The U.S. Air Force cyber community is failing for a single fundamental reason: the community does not exist. In 2010, the communications community began to be identified as the cyber community. An operational cyberspace badge was created, and those who previously had been communications professionals now were seen as cyberwarriors. This change did not effectively take into account that cyber and communications are two distinct fields and should be entirely separate communities.
When attempting to identify cyber operators, it is impossible to look at the cyber Air Force specialty codes (AFSCs) as an indicator. In the officer ranks, only a small fraction ever takes part in on-keyboard or operational missions where the effects of cyber are leveraged for exploitation, attack or defense.
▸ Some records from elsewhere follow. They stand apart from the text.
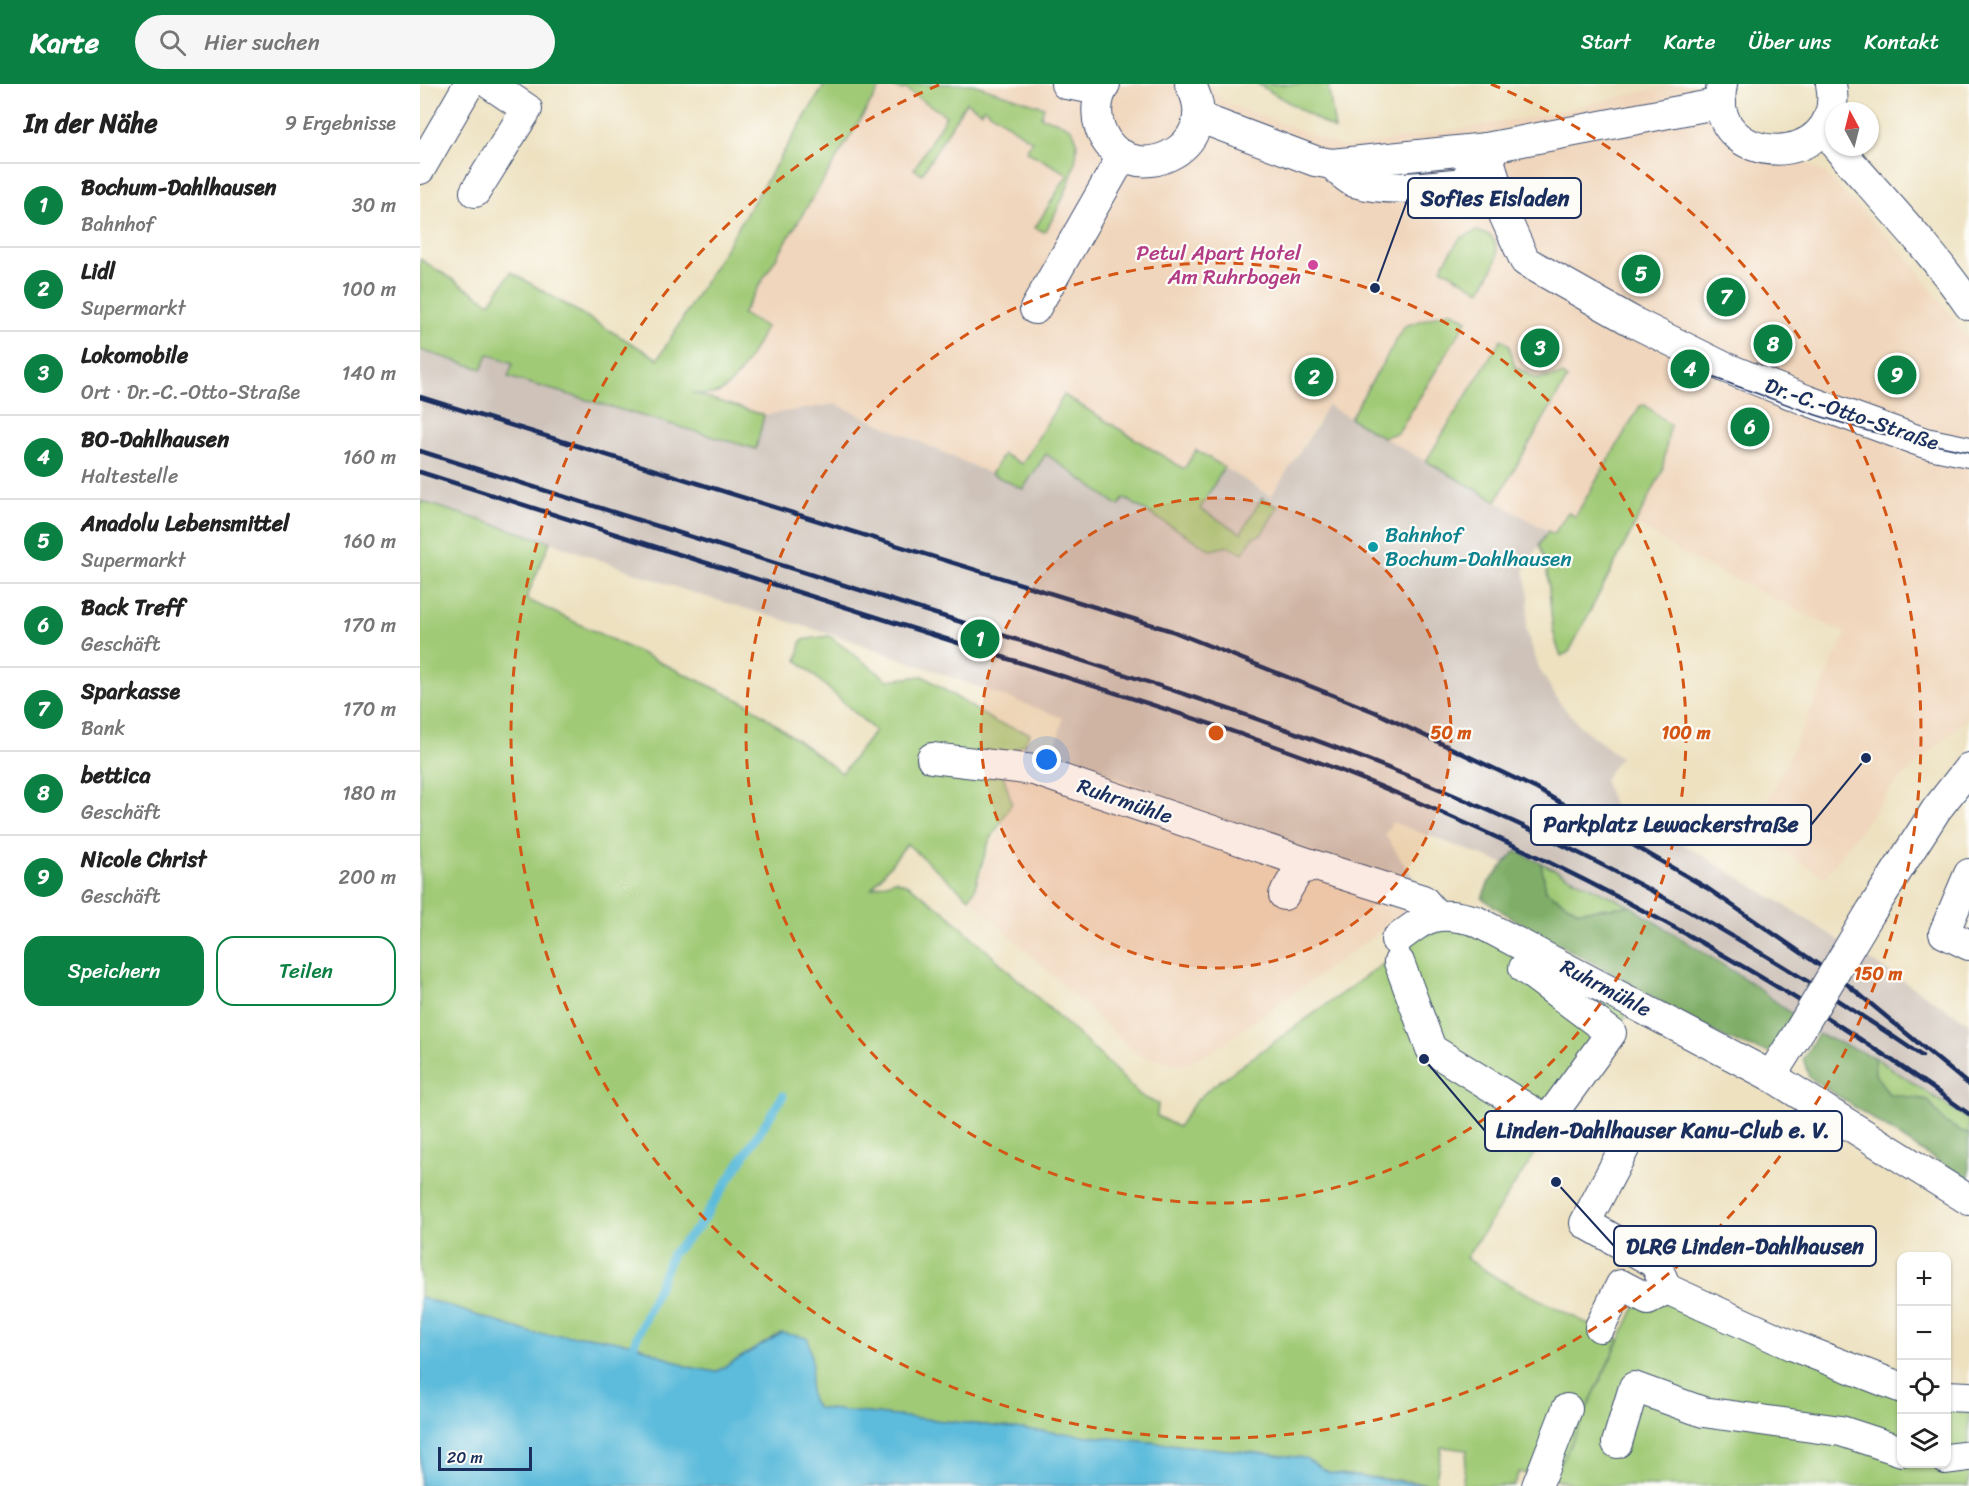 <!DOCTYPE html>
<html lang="de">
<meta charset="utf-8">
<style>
:root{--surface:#fff;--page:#f6f6f6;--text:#222;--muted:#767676;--line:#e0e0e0;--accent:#0b8043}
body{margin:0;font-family:Sriracha,sans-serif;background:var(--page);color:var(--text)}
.controls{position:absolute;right:18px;bottom:18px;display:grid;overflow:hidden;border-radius:12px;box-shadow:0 2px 4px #0004}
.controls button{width:54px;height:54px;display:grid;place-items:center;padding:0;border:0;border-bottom:2px solid var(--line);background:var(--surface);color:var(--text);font:30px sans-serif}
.compass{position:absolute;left:1405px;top:18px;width:54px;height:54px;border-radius:50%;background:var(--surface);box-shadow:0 2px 4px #0004;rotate:353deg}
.scale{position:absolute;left:18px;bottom:15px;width:94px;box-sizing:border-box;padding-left:6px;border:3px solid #1b2f5e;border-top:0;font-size:16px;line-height:21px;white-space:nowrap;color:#1b2f5e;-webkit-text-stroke:4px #fdfcf7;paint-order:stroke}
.you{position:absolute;left:627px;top:676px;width:21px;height:21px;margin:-15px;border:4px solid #fff;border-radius:50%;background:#1a73e8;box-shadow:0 0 0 9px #1a73e833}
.badge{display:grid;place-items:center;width:39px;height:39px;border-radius:50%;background:var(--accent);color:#fff;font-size:20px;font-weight:700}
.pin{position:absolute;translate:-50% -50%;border:3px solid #fff;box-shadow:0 2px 6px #0006}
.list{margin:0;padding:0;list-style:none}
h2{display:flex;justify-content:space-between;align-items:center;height:78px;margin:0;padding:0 24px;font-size:26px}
h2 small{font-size:20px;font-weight:400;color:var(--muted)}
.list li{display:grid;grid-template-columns:39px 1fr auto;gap:18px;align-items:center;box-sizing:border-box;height:84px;padding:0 24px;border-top:2px solid var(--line)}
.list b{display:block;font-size:22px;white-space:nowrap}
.list p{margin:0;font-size:20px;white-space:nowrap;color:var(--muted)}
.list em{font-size:20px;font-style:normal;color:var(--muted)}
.actions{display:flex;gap:12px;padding:18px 24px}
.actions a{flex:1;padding:14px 0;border:2px solid var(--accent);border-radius:18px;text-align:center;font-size:21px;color:var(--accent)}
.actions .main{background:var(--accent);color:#fff}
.icon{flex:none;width:33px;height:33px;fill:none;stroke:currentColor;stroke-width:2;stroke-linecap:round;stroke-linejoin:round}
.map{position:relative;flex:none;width:1549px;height:1402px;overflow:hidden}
header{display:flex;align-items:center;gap:36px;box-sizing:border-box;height:84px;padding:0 30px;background:var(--accent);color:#fff}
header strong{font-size:28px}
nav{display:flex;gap:33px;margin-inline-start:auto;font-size:21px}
.search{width:420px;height:54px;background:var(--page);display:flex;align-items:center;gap:15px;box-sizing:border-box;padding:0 21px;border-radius:33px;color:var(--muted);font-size:22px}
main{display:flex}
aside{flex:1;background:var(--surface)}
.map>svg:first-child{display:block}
</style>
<header>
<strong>Karte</strong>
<div class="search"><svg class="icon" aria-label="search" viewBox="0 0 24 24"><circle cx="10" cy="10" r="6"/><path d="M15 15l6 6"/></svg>Hier suchen</div>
<nav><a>Start</a><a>Karte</a><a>Über uns</a><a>Kontakt</a></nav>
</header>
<main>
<aside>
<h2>In der Nähe<small>9 Ergebnisse</small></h2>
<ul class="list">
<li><span class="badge">1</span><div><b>Bochum-Dahlhausen</b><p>Bahnhof</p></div><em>30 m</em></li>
<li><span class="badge">2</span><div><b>Lidl</b><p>Supermarkt</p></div><em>100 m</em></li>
<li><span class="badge">3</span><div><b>Lokomobile</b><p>Ort · Dr.-C.-Otto-Straße</p></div><em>140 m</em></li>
<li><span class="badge">4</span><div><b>BO-Dahlhausen</b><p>Haltestelle</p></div><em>160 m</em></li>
<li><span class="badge">5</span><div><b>Anadolu Lebensmittel</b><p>Supermarkt</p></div><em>160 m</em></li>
<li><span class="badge">6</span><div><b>Back Treff</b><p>Geschäft</p></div><em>170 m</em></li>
<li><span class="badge">7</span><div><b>Sparkasse</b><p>Bank</p></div><em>170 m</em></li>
<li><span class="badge">8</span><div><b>bettica</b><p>Geschäft</p></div><em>180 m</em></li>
<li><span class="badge">9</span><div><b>Nicole Christ</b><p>Geschäft</p></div><em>200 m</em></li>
</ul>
<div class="actions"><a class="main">Speichern</a><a>Teilen</a></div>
</aside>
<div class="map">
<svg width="1549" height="1402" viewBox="0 0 1549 1402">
<rect width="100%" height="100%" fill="#fdfcf7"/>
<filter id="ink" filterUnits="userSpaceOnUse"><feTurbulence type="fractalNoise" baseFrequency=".0167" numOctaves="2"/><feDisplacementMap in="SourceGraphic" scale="12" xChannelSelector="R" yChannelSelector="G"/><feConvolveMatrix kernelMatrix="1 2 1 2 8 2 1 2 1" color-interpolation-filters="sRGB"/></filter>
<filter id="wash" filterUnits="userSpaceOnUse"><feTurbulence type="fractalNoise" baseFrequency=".008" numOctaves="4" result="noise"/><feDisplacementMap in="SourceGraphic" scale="24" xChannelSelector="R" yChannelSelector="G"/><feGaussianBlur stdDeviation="1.35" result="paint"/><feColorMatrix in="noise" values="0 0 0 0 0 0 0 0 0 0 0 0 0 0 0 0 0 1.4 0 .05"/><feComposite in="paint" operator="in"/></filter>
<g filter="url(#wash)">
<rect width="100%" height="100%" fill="#ede1c0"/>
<g fill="#f0d6bc">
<polygon points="437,0 790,0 804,18 925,64 1133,29 1254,0 1293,0 1332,71 1385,78 1405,90 1489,175 1549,256 1549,632 1471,704 1405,793 1333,750 1426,550 1263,470 1216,440 1242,388 1225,321 1220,322 1155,433 1147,429 1134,451 907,321 852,412 776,366 764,385 747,374 602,380 583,370 571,390 416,320 344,331 260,306"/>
<polygon points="604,660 902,771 990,826 793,967 761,981 718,971 551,815 592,719 578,674"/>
</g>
<polygon fill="#cec2b9" points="0,266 62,285 68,270 93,279 88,293 335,365 344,331 416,320 602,404 644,311 764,385 776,366 851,412 897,341 907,321 1128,447 1104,486 1109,513 1106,545 1119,584 1139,618 1162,644 1200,673 1184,696 1194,723 1214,737 1247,750 1361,819 1549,939 1549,1036 1454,973 1398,950 1333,900 1210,822 1096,768 1085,780 972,738 965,751 1005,811 634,670 643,634 430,556 267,507 130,458 0,417"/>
<g fill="#a0ca76" stroke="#5e7c6a" stroke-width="1.5">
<path d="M405,0h57l-140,230 24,13c-12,20 -25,53 -46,65 -9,4 -19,2 -28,1l72,22 -8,34 -248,-72 5,-14 -25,-9 -6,15 -62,-19v-91l70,44 21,-31 147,87z"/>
<path d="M469,0h84l71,23 -3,10c10,3 23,5 30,12 19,21 -14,83 -26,103l-10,-4 33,-54 -42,-23 6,-10 -48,-33 -2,4 -16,-10 -44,72 -8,-5 32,-53 -42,-28 -2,3z"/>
<polygon points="838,0 908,0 915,46 841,2"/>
<path d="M1057,147l14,5c15,19 -1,37 -11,55l-39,-23 19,-30z"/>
<polygon points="1031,227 1047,236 978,349 962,353 930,334 985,242"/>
<polygon points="1081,255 1089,261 1095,283 1117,295 1142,291 1147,295 1076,417 1006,377"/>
<polygon points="644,311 764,385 776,366 804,383 780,425 821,449 842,414 858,423 841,451 833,453 823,469 809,462 791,466 704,414 699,422 626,370 603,405 571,390 583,370 602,380"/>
<path d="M1225,321l25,20 -8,47 -93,180 -8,4c-16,-35 -6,-76 -22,-111l9,-14 6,3 14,-22 7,5 65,-111z"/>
<path d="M0,417l130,41 -24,57 222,105 94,69 33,-42 -78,-71 5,-20 27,-4 59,44 35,-4 72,46 35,11 -6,11 -26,15 14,44 -24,41 -14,47 -5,7 -62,-54 -35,44 23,-8 15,6 36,27 156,144 39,39 17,8 -1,12 21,11 17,-25 15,-14 212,-152 25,-8 32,5 151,77 -164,248 34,22 119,59 -57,123 75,-159 32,-9 232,104 1,66h44l1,-56 22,-1v79h-383l-67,-14 -6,14h-51l5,-36 -25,-3 -7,37 -105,-11 -25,-15 -488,-50c-11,-14 -8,-28 -5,-45l-31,-30 -65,39 -28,-5 -54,-23 -40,-7 -59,-3 -115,-37z"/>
<polygon points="1121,779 1210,822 1158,827 1126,807"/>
<polygon points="1454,973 1549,1036 1549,1051 1524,1038 1508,1016 1469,1010 1455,990"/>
</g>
<g fill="#80ae67" stroke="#4e6e62" stroke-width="1.5">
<path d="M1096,767l25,12 5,28 32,20 52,-5 123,78 41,32 -24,36c-46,-7 -106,-50 -148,-73 -47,-27 -95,-49 -140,-81l7,-16z"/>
<polygon points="1398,950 1454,973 1455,990 1469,1010 1508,1016 1524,1038 1549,1051 1549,1098 1389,993 1383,974"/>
</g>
<path fill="#5dbcdb" stroke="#3c769c" stroke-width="1.5" d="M0,1213l115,37 59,3 40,7 54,23 28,5 66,-39 26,5c1,8 3,17 4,24 0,18 -7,31 5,46l488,50 25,15 106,13h-1016z"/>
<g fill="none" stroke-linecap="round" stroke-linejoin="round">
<polyline stroke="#5dbcdb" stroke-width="9" points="210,1269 252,1170 278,1143 363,1012"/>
</g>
</g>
<g filter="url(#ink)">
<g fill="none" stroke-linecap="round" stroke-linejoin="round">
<defs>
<g id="minor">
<polyline points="646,0 681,6"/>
<path d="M685,0c-8,13 -10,29 -5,44 25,68 128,21 90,-44"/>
<path d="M1302,0c-18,87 126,88 109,0"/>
<polyline points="778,33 895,77 912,80 1066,64 1301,19"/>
<path d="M1417,63c45,52 93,101 132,158"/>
<polyline points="1066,64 1085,133 1105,177 1215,239 1304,283 1386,316 1505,359 1549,368"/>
<path d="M912,80c6,6 14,15 22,18 32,10 76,5 109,1l23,-35"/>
<polyline points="0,85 49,0"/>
<polyline points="55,108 107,25 70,0"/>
<polyline points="615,225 703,71"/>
<polyline points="512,674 614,686 893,781"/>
<polyline points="1549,790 1524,849 1549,861"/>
<polyline points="864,811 878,787 893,781 1003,816 1016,831"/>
<polyline points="1450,829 1516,726 1549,684"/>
<path d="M976,856c31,-24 40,-30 80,-19l295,155 198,124"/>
<polyline points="979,878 1011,965 1127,1037 1191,949 1104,884"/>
<polyline points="1351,992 1381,944"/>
<polyline points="1208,1057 1165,1139 1235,1179 1247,1205"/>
<polyline points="1180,1243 1201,1201 1228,1215 1247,1205 1371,1261 1482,1304"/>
<polyline points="1526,1312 1549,1313"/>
<polyline points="1197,1359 1214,1303 1283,1328 1421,1347 1482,1367"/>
<polyline points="1526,1375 1549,1372"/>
<polyline points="1117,1402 1147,1325"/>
</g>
</defs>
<use href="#minor" stroke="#3a4a6d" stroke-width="32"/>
<use href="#minor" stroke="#fff" stroke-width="30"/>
<polyline stroke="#1b2f5e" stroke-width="1.5" points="1270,285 1396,331 1448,347 1549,368"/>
<g stroke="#1b2f5e" stroke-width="4.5">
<polyline points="0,313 752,547 955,628 1117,705 1287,804 1428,901 1549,1001"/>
<path d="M0,367c179,57 358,114 538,170 163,52 328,103 486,170 168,71 327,162 478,265"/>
<path d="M0,388c191,61 382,121 573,182 137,44 276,85 408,141 201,85 391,191 568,319"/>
</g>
<defs>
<polyline id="minor-bridge" points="1381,944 1450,829"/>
</defs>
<use href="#minor-bridge" stroke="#3a4a6d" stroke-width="32" stroke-linecap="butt"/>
<use href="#minor-bridge" stroke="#fff" stroke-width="30"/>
</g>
</g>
<circle cx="796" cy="649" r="235" fill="#d45514" fill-opacity=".12"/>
<g fill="none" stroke="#d45514" stroke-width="3" stroke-dasharray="10 8">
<circle cx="796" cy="649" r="235"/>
<circle cx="796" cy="649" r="470"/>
<path d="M1071 0A705 705 0 1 1 521 0"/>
</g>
<circle fill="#d1479c" stroke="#fdfcf7" stroke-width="2" cx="893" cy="181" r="6"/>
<circle fill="#0f9aa8" stroke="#fdfcf7" stroke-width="2" cx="953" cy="463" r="6"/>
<g text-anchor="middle" stroke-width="4.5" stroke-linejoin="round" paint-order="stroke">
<g font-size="21" fill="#b23c85" stroke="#fdfcf7" text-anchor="end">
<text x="881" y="176">Petul Apart Hotel<tspan x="881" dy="24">Am Ruhrbogen</tspan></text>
</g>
<g font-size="21" fill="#1b2f5e" stroke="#fdfcf7">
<text transform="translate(1432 330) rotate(19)" y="7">Dr.-C.-Otto-Straße</text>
<text transform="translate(705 717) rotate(19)" y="7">Ruhrmühle</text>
<text transform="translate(1186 904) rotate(28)" y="7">Ruhrmühle</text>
</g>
<g font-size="21" fill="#0d838f" stroke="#fdfcf7" text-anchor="start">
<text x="965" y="458">Bahnhof<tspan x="965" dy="24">Bochum-Dahlhausen</tspan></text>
</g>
</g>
<circle cx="796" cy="649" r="9" fill="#d45514" stroke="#fdfcf7" stroke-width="3"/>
<g font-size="18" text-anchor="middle" font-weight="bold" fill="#d45514" stroke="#fdfcf7" stroke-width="4.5" stroke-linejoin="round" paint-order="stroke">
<text x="1031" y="655">50 m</text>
<text x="1266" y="655">100 m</text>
<text x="1458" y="896">150 m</text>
</g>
<path fill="none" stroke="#1b2f5e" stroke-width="2" d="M955 204L988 114M1446 674L1391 741M1004 975L1065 1047M1136 1098L1194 1162"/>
<g fill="#1b2f5e" stroke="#fdfcf7" stroke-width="2">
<circle cx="955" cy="204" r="6"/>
<circle cx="1446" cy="674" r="6"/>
<circle cx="1004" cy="975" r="6"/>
<circle cx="1136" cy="1098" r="6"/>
</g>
<g fill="#fdfcf7" stroke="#1b2f5e" stroke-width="2">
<rect x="988" y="94" width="173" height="40" rx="6"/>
<rect x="1111" y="721" width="280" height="40" rx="6"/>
<rect x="1065" y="1027" width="357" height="40" rx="6"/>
<rect x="1194" y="1142" width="262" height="40" rx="6"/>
</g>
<g font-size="22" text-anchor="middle" font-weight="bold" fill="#1b2f5e">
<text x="1075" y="122">Sofies Eisladen</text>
<text x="1251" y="748">Parkplatz Lewackerstraße</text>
<text x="1243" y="1054">Linden-Dahlhauser Kanu-Club e. V.</text>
<text x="1325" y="1170">DLRG Linden-Dahlhausen</text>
</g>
</svg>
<div class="controls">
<button>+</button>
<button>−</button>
<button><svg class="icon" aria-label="locate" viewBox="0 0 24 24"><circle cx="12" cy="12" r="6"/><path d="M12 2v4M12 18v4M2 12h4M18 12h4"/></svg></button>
<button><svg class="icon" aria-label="layers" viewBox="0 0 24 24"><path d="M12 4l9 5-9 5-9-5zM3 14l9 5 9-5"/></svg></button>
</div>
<svg class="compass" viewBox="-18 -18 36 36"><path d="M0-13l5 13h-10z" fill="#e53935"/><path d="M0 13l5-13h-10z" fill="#767676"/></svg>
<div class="scale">20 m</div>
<div class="you"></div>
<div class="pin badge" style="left:560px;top:555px">1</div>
<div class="pin badge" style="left:894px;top:293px">2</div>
<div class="pin badge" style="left:1120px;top:264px">3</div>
<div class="pin badge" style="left:1270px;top:285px">4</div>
<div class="pin badge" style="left:1221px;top:190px">5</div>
<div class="pin badge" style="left:1330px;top:343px">6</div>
<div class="pin badge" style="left:1306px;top:213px">7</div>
<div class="pin badge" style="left:1353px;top:260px">8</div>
<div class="pin badge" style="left:1477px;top:291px">9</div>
</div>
</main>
Yet, all of the personnel wear the badge and identify themselves, some cynically so, as part of the cybercommunity.
This faux community creates problems when trying to identify the personnel needed for a mission. It is a distinct way of thinking and set of skills that enables an operator to target adversary networks or take an active role in defense. As an example, many people consider themselves computer network defense operators and are consulted as such. Yet, often they participate in more of a communications or maintenance role. They establish, maintain and oversee networks. This is a very important role—maybe even more important than a defense operator’s role when done correctly—but it is different. Applying vendor-issued software patches is not defense; it is maintenance.